Posłuchaj tego

Premier tyle, że łatwiej wprowadzić nowy cykl niż opublikować nowy wpis. Bo trudno zdecydować się na jeden konkretny tytuł. Przeskakiwanie między jedną a drugą nowością to nic przyjemnego, a zanim opublikuję tych kilka słów na blogu, już pewnie i tak wszyscy zdążą posłuchać. Ale te trzy niedługie elektroniczne płyty z bardzo odprężającą, kojącą muzyką mogły jak dotąd zebrać stosunkowo niewielu słuchaczy. Warto po nie sięgnąć.

JON BROOKS Emotional Freedom Techniques, Café Kaput 2019, 7/10
Pomysł, jak zrobić coś z niczego. Minimalistyczne pasaże syntezatorowe Jona Brooksa (King Of Woolworths, The Advisory Circle) wyciskają z klawiatury ostatnie emocje, choć momentami towarzyszy nam jedna monofoniczna linia arpeggia, a zmienia się tylko dynamika czy intensywność brzmienia. Kiedy indziej nurkujemy razem ze specem od elektronicznego retro w kolejnych warstwach polifonii – trzeba przyznać, że autor ma wciąż wyczucie dla gestów rodem z pionierskiej ery syntezatora i jest w jego grze (posłuchajmy finału Plexity, pogłosów w Cyclicii, arpeggiów w Merellyn) jakaś prymitywna i pozytywna zarazem radość odkrywania, jest wizja przyszłości. Kupiłem po siedmiu minutach otwierającego album Alluvial i zupełnie nie żałuję, choć to rzecz, która wolno się rozwija, ale operuje prostymi barwami i momentami jest zaprzeczeniem ulotnych miniatur z wytwórni Ghost Box, dla której Brooks nagrywa na co dzień.

GEORGIA Side Tracks, Métron 2019, 7/10
Justin Tripp i Brian Close współpracują na odległość – i to sporą, 4,5 tys. km – ale nie bardzo to słychać. W dodatku jeden z nich mieszka w Los Angeles, drugi w Nowym Jorku – muzycznie to inne światy – ale w dwóch długich, kolażowych elektronicznych suitach zebranych na dwóch stronach kasety Side Tracks też nie bardzo daje się to odczuć. Close pracuje w Chinatown, lecz wydaje się, że tak naprawdę obaj żyją w globalnej wiosce, wyciętej z amerykańskiego kontekstu – i mam wrażenie, jak gdyby porozumiewali się raczej drugą stroną globu, poprzez morza i oceany. Duet Georgia zarzuca dźwiękową sieć teoretycznie niemrawo, miriady drobnych elektronicznych tonów, pisków i muśnięć przypominają ławice morskie – albo syntezatorowy New Age z Japonii. Jednak nie wiadomo kiedy składają się w całość, która zaczyna intrygować, wciągać słuchacza w labiryntowe melodie, pełne ślepych odnóg i meandrów. Mamy do czynienia z ewoluującym, pulsującym, zmieniającym się dźwiękowym środowiskiem drobnych sampli, nagrań terenowych i syntezy dźwięku. Łamigłówkami o wyjątkowo odprężającym działaniu. I ślicznie wydana kaseta potwierdzająca inne wspólne pole zainteresowań – Close prowadził zresztą swego czasu studio graficzne, poznali się w 2011 r. i od tej pory realizują wspólnie różnego typu projekty kreatywne, zarówno w reklamowym mainstreamie, jak i dźwiękowym undergroundzie.
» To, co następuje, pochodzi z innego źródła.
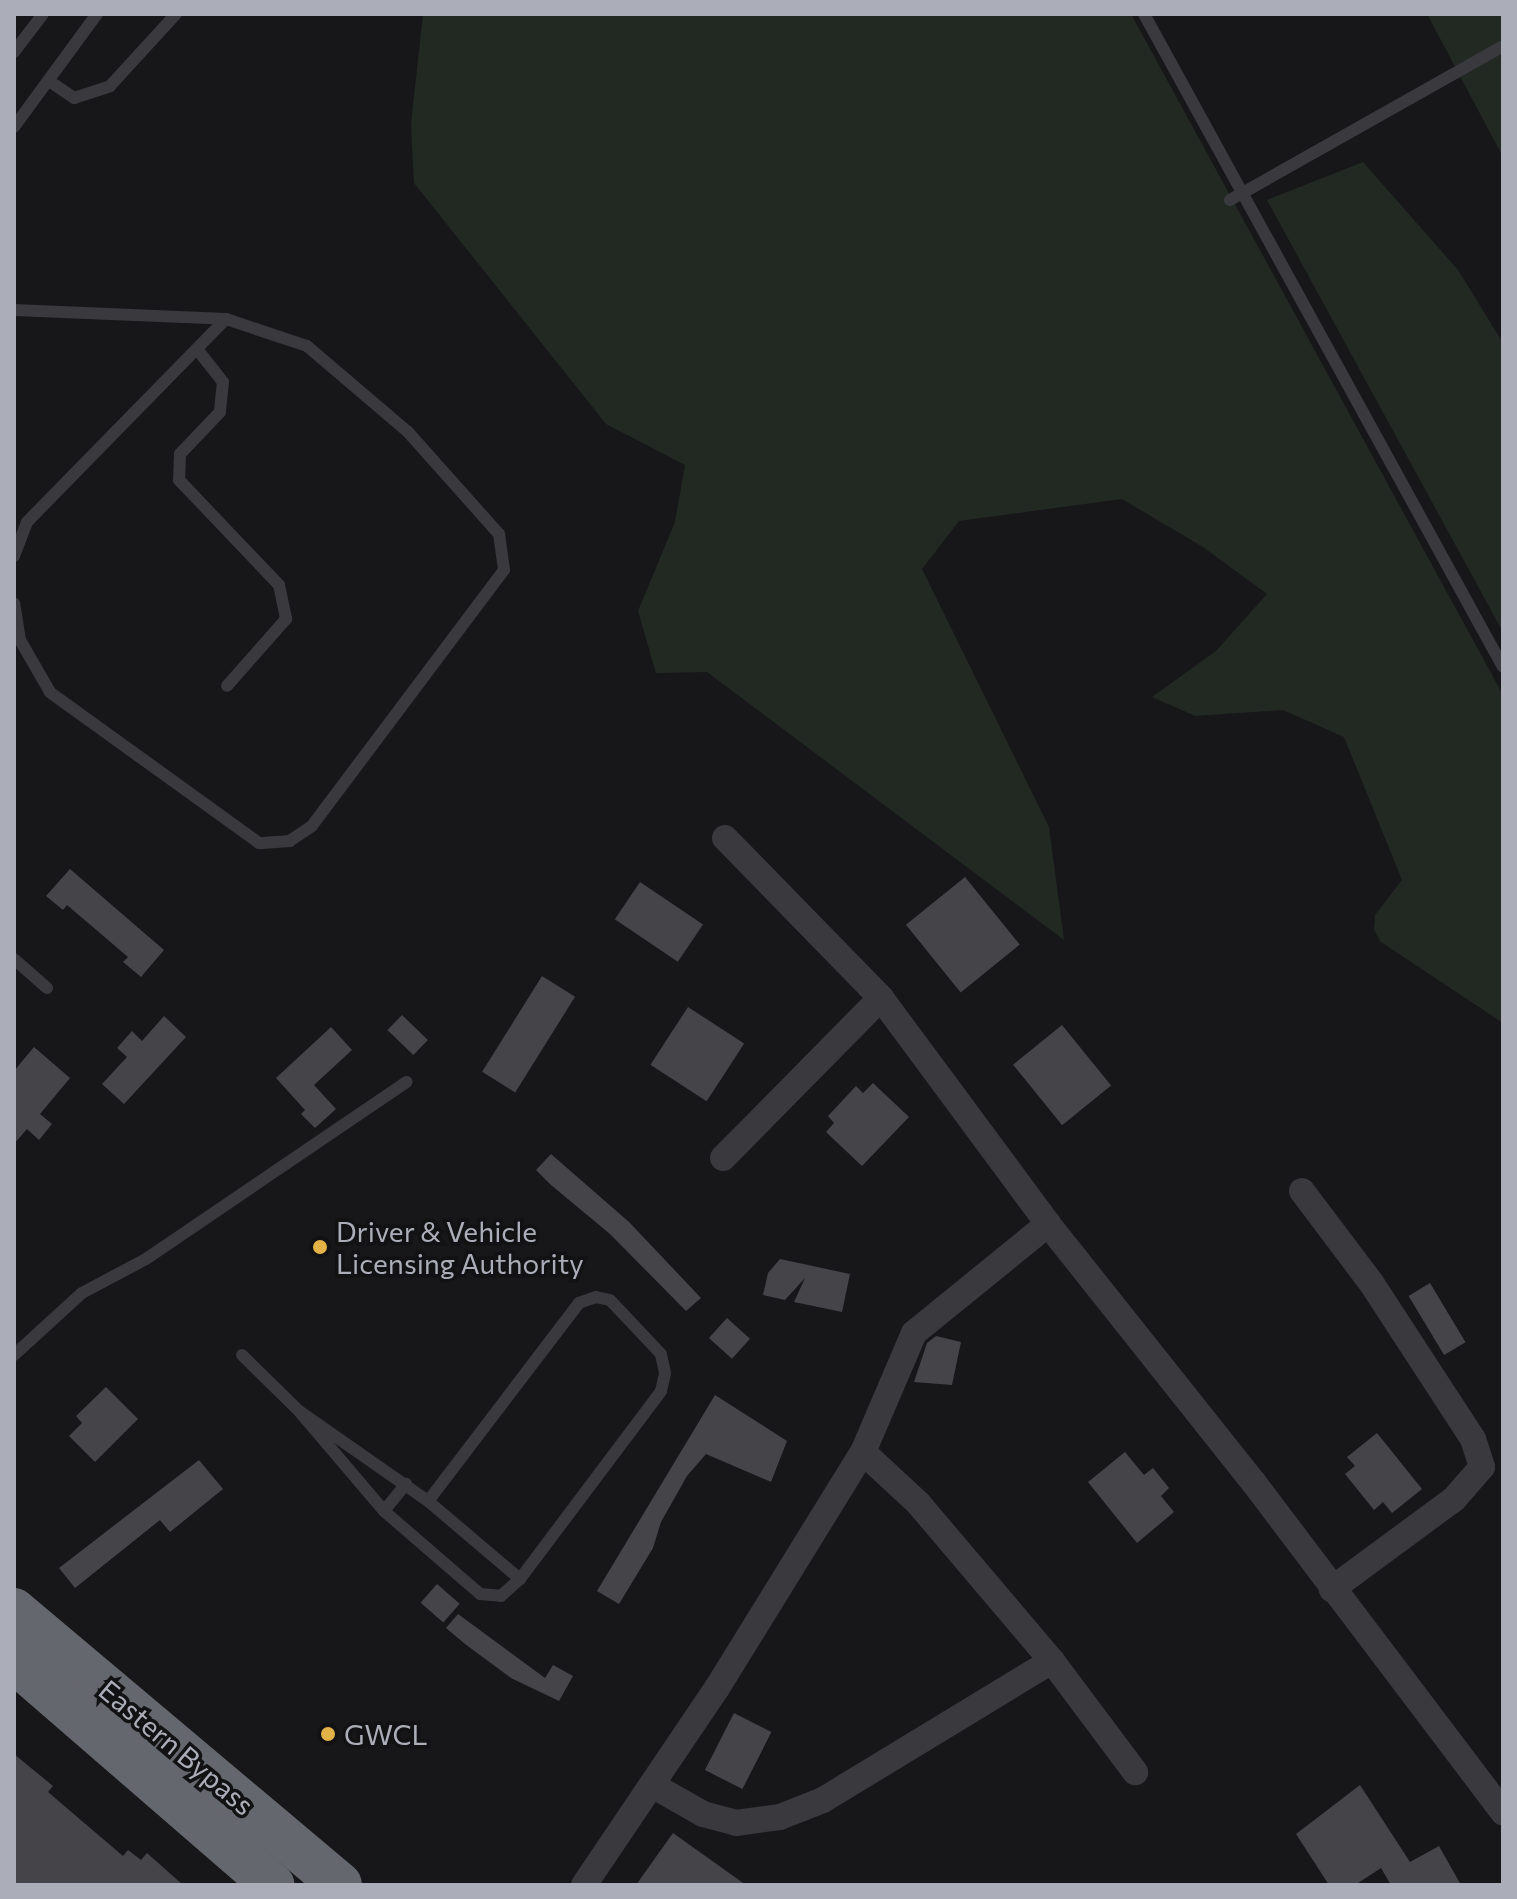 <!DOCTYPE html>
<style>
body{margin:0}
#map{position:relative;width:1517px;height:1899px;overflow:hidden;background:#171719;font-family:Commissioner,sans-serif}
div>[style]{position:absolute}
.green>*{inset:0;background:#222923}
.building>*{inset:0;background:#454449;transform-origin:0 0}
.lane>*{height:12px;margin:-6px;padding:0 6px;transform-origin:6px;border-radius:6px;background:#39393e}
.street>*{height:26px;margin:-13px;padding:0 13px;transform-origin:13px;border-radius:13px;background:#39393e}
.highway>*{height:44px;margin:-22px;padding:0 22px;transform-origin:22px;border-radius:22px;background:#65676e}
.dots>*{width:22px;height:22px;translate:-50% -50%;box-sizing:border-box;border:4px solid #121214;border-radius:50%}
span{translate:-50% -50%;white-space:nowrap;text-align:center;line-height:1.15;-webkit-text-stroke:7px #121214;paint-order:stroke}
.poi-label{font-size:28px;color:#abaeb8}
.left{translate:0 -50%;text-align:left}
.street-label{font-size:28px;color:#abaeb8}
.frame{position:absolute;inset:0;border:16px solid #abaeb8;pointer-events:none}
</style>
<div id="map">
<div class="green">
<i style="clip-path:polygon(423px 14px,1131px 14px,1503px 695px,1503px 1023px,1381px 942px,1374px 930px,1375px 915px,1402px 880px,1344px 737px,1283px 710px,1195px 716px,1152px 697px,1216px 651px,1267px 594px,1203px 547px,1122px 499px,959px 521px,922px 569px,1049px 827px,1064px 940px,707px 672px,656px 673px,638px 611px,675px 522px,685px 465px,606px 424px,414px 183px,411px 124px)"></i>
<i style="clip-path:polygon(1427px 14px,1503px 14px,1503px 157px)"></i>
<i style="clip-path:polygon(1363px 162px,1458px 270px,1503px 343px,1503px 632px,1267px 200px)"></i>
</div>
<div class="building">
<i style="clip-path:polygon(70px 869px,164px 950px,141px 977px,123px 962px,128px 957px,67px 905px,63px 910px,46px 896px)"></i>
<i style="left:965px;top:877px;width:87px;height:76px;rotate:51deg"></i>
<i style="left:640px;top:882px;width:76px;height:45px;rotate:34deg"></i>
<i style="left:542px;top:976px;width:39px;height:113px;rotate:32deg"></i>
<i style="left:688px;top:1007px;width:67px;height:69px;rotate:33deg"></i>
<i style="left:402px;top:1015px;width:36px;height:21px;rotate:44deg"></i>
<i style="clip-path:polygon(164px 1016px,186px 1037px,124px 1104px,102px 1084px,127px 1057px,117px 1048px,132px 1031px,142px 1041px)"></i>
<i style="left:1062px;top:1025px;width:78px;height:63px;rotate:51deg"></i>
<i style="clip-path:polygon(331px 1027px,352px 1050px,314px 1085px,336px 1109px,315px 1128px,301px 1114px,305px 1110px,276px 1078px)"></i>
<i style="clip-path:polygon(34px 1047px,70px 1078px,40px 1114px,52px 1124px,39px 1140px,27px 1129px,14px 1144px,14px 1071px)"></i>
<i style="clip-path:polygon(873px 1083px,909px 1117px,862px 1166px,826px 1132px,834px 1123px,828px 1116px,856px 1086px,863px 1093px)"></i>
<i style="clip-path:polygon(551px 1154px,629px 1222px,701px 1298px,686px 1311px,610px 1234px,551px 1185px,536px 1170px)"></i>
<i style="clip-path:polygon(780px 1259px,850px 1274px,842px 1312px,794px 1302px,805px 1278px,785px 1300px,763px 1295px,768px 1273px)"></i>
<i style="left:1430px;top:1283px;width:69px;height:25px;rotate:59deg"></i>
<i style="left:727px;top:1318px;width:31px;height:27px;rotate:42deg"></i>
<i style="clip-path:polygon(936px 1336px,961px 1342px,952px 1385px,914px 1382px,927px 1343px)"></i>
<i style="clip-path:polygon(106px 1387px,138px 1419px,95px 1462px,69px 1436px,82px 1423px,76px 1416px)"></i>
<i style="clip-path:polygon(715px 1395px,787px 1441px,771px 1482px,706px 1454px,687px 1476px,661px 1522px,653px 1548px,619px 1604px,597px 1591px)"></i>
<i style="clip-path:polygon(1377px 1433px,1422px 1489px,1392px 1513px,1383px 1502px,1374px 1510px,1345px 1474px,1355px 1466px,1347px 1457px)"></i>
<i style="clip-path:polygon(1125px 1452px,1144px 1475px,1153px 1468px,1169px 1488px,1161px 1496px,1174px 1512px,1137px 1543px,1088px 1482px)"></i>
<i style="clip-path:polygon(199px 1460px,223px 1489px,170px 1532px,160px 1520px,75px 1588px,59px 1568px)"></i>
<i style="left:437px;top:1584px;width:30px;height:25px;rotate:41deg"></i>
<i style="clip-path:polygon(458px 1614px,545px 1678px,553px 1665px,573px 1676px,559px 1701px,511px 1678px,465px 1644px,446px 1628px)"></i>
<i style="left:734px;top:1713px;width:42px;height:64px;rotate:27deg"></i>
<i style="clip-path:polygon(14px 1754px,53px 1786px,48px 1792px,123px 1856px,128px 1850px,141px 1860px,147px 1853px,183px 1885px,14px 1885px)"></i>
<i style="clip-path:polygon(1360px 1785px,1410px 1862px,1439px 1846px,1461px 1885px,1391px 1885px,1381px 1868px,1355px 1885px,1329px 1885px,1296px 1834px)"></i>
<i style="clip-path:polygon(673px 1833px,746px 1885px,636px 1885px)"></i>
</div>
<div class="lane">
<i style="left:1144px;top:14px;width:745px;rotate:61.2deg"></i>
<i style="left:14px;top:52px;width:48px;rotate:-52.7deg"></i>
<i style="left:49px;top:81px;width:30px;rotate:34deg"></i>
<i style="left:74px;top:98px;width:38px;rotate:-18deg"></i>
<i style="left:110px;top:86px;width:98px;rotate:-47.5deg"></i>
<i style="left:14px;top:127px;width:140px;rotate:-53.7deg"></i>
<i style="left:1230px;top:200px;width:313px;rotate:-29.4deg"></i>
<i style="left:14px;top:310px;width:212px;rotate:2.4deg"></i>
<i style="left:226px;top:319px;width:85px;rotate:18.4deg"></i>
<i style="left:307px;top:346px;width:133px;rotate:40.4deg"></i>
<i style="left:408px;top:432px;width:137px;rotate:48.3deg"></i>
<i style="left:499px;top:534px;width:36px;rotate:82deg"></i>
<i style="left:504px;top:570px;width:320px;rotate:126.9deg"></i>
<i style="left:312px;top:826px;width:27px;rotate:146deg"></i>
<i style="left:290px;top:841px;width:31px;rotate:176deg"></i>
<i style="left:259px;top:843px;width:258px;rotate:-144.2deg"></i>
<i style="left:50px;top:692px;width:60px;rotate:-120deg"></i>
<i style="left:20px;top:640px;width:37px;rotate:-99deg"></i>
<i style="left:197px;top:349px;width:42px;rotate:51.8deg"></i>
<i style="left:223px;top:382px;width:30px;rotate:96deg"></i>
<i style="left:220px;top:412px;width:58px;rotate:133.6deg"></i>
<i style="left:180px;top:454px;width:26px;rotate:92deg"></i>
<i style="left:179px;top:480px;width:145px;rotate:46.4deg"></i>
<i style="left:279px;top:585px;width:35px;rotate:78deg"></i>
<i style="left:286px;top:619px;width:89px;rotate:131.4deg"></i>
<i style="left:14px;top:556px;width:36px;rotate:-69deg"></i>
<i style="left:27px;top:522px;width:284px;rotate:-45.6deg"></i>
<i style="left:14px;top:959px;width:44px;rotate:41.3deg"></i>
<i style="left:14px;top:1355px;width:92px;rotate:-42.4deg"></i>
<i style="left:82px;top:1293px;width:72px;rotate:-28deg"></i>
<i style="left:146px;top:1259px;width:315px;rotate:-34.2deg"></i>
<i style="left:242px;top:1355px;width:80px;rotate:44.5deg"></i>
<i style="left:299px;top:1411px;width:157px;rotate:34.9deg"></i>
<i style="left:428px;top:1501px;width:121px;rotate:40.3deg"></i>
<i style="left:299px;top:1411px;width:131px;rotate:49.6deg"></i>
<i style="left:384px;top:1511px;width:127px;rotate:40.8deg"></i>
<i style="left:480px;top:1594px;width:21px;rotate:5deg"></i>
<i style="left:501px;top:1596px;width:25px;rotate:-42deg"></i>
<i style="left:520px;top:1579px;width:235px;rotate:-53.1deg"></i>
<i style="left:661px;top:1391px;width:18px;rotate:-77deg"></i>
<i style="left:665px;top:1373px;width:19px;rotate:-102deg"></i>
<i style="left:661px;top:1354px;width:74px;rotate:-133.4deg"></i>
<i style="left:610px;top:1300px;width:14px;rotate:-168deg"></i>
<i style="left:596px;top:1297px;width:18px;rotate:161deg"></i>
<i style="left:579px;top:1303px;width:249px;rotate:127.3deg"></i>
<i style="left:384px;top:1511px;width:35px;rotate:-51deg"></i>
</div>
<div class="street">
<i style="left:725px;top:838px;width:223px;rotate:45.7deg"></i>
<i style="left:881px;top:998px;width:281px;rotate:53.5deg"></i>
<i style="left:1048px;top:1224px;width:331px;rotate:51.5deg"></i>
<i style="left:1254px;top:1483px;width:413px;rotate:52.9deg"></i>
<i style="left:723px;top:1158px;width:225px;rotate:-45.4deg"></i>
<i style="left:1302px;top:1191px;width:116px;rotate:53deg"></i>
<i style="left:1372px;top:1284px;width:185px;rotate:56.9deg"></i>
<i style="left:1473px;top:1439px;width:29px;rotate:72deg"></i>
<i style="left:1482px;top:1467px;width:43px;rotate:131.2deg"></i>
<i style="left:1454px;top:1499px;width:152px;rotate:143.6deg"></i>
<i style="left:863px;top:1452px;width:75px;rotate:42.8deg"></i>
<i style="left:918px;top:1503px;width:207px;rotate:49.7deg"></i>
<i style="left:1052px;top:1661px;width:139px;rotate:53.2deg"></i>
<i style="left:652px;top:1785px;width:59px;rotate:29.6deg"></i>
<i style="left:703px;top:1814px;width:34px;rotate:15deg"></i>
<i style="left:736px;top:1823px;width:44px;rotate:-7.8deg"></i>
<i style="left:780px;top:1817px;width:46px;rotate:-21.6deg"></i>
<i style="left:823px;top:1800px;width:268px;rotate:-31.3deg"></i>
<i style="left:584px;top:1885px;width:238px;rotate:-56deg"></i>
<i style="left:717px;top:1688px;width:278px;rotate:-58.3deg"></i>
<i style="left:863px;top:1452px;width:129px;rotate:-66.8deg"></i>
<i style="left:914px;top:1333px;width:173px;rotate:-39.1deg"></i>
</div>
<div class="highway">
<i style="left:14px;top:1610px;width:426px;rotate:40.1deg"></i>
<i style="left:14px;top:1661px;width:342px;rotate:40.9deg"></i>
</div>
<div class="dots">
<i style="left:320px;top:1247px;background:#e3b246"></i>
<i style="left:328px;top:1734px;background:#e3b246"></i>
</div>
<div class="poi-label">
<span class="left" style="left:336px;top:1247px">Driver &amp; Vehicle<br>Licensing Authority</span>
<span class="left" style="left:344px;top:1734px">GWCL</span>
</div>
<div class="street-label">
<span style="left:177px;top:1747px;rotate:40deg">Eastern Bypass</span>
</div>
<div class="frame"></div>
</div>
KURKIEWICZ Aloha Park, Enjoy Life 2019, 7/10
Muzyka relaksacyjna w pełnej hipnozie i znieczuleniu zarazem. Sześć różnorodnych instrumentalnych utworów z pogranicza ambientu, które nagrał Hubert Kurkiewicz, to przede wszystkim dobre proporcje nawiązań do ulotnego vaporwave’u i konkretnych, bardziej mięsistych, dobrze zbudowanych brzmień generowanych. Guidance nawiązuje barwami do psychodelicznej muzyki gitarowej i elektronicznego, kosmicznego rocka. Son zręcznie operuje w finale szumem, który buduje coś na kształt syntetycznego morskiego przypływu. A Outside 101, w formie ambientowe, ale zarazem najbardziej czytelne w zestawie, to wręcz coś jak próbka brzmień z serialu Stranger Things. W całości, wydanej w formacie cyfrowym i na kasecie – mocna propozycja. Jest już dostępny kolejny zestaw Kurkiewicza Z całej EPy, hipnagogiczno-piosenkowy materiał dla Opus Elefantum, mnie jednak bardziej przekonało właśnie Aloha Park.